When he stands like an ox in the furrow--with his sullen set eyes on your own,
And grumbles, 'This isn't fair dealing,' my son, leave the Saxon alone.
"You can horsewhip your Gascony archers, or torture your Picardy spears;
But don't try that game on the Saxon; you'll have the whole brood round your ears.
From the richest old Thane in the county to the poorest chained serf in the field,
They'll be at you and on you like hornets, and, if you are wise, you will yield.
"But first you must master their language, their dialect, proverbs and songs.
Don't trust any clerk to interpret when they come with the tale of their own wrongs.
Let them know that you know what they are saying; let them feel that you know what to say.
Yes, even when you want to go hunting, hear 'em out if it takes you all day.
They'll drink every hour of the daylight and poach every hour of the dark.
It's the sport not the rabbits they're after (we've plenty of game in the park).
Don't hang them or cut off their fingers.
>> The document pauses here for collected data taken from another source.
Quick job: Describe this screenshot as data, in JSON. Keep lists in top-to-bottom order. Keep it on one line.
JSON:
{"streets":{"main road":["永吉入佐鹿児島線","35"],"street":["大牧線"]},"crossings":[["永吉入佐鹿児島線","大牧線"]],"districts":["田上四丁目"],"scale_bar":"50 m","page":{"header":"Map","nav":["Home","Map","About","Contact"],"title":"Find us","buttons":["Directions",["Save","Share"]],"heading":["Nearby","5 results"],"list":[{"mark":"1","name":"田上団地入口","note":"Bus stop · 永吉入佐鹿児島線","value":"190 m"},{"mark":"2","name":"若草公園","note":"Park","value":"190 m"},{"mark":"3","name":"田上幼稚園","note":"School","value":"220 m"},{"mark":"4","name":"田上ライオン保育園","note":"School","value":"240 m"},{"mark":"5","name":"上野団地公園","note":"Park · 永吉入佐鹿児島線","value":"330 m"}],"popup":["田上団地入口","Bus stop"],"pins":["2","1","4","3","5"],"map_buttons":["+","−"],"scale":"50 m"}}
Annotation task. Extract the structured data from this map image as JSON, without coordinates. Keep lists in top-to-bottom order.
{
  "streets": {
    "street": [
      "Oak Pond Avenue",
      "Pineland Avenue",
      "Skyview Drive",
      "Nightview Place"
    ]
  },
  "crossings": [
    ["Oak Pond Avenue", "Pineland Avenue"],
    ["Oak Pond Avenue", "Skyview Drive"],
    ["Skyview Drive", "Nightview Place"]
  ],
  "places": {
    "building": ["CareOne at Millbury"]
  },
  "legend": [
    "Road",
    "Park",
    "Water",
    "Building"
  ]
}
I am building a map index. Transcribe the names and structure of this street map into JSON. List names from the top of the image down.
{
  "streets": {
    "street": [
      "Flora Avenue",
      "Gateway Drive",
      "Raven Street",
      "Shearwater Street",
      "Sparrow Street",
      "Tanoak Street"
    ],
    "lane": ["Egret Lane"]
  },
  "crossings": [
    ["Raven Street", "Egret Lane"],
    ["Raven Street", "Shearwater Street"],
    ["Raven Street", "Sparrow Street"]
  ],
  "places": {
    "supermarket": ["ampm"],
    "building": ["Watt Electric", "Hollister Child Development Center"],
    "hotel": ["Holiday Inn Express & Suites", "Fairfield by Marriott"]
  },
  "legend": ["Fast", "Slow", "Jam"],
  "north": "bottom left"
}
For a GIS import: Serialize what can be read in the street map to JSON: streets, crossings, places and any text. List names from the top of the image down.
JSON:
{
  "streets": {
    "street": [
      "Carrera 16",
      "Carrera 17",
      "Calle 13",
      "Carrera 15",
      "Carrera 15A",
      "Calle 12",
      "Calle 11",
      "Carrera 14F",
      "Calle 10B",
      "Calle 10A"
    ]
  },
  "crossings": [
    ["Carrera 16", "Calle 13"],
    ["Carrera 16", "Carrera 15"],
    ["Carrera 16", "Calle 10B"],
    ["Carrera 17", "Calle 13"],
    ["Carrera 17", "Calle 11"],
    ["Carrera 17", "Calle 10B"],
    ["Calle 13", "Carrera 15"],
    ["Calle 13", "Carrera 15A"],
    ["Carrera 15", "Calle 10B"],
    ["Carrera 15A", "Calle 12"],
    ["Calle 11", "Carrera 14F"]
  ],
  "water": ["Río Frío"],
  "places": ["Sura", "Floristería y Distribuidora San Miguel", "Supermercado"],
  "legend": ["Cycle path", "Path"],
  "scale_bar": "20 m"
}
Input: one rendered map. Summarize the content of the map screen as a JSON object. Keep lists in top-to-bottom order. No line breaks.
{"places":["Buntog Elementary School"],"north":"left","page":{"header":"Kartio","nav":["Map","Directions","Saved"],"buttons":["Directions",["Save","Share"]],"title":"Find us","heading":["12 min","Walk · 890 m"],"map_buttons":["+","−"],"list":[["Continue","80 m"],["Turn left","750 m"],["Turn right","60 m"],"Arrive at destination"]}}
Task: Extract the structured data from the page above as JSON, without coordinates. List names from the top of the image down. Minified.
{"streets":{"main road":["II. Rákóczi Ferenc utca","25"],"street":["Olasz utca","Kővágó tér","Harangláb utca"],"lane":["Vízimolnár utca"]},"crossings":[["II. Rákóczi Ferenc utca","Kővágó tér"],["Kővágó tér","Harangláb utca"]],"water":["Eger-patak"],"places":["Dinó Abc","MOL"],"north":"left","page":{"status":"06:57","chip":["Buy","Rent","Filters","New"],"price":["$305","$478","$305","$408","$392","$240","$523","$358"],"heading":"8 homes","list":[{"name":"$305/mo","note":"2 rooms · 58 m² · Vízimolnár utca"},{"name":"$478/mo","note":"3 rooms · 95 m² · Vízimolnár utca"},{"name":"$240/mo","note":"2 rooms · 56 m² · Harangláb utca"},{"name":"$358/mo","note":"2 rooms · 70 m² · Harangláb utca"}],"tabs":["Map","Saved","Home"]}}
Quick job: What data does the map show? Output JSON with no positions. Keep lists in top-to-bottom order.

That's wasteful as well as unkind,
For a hard-bitten, South-country poacher makes the best man-at-arms you can find.
"Appear with your wife and the children at their weddings and funerals and feasts.
Be polite but not friendly to Bishops; be good to all poor parish priests.
Say 'we,' 'us' and 'ours' when you're talking, instead of 'you fellows' and 'I.'
Don't ride over seeds; keep your temper; and never you tell 'em a lie!"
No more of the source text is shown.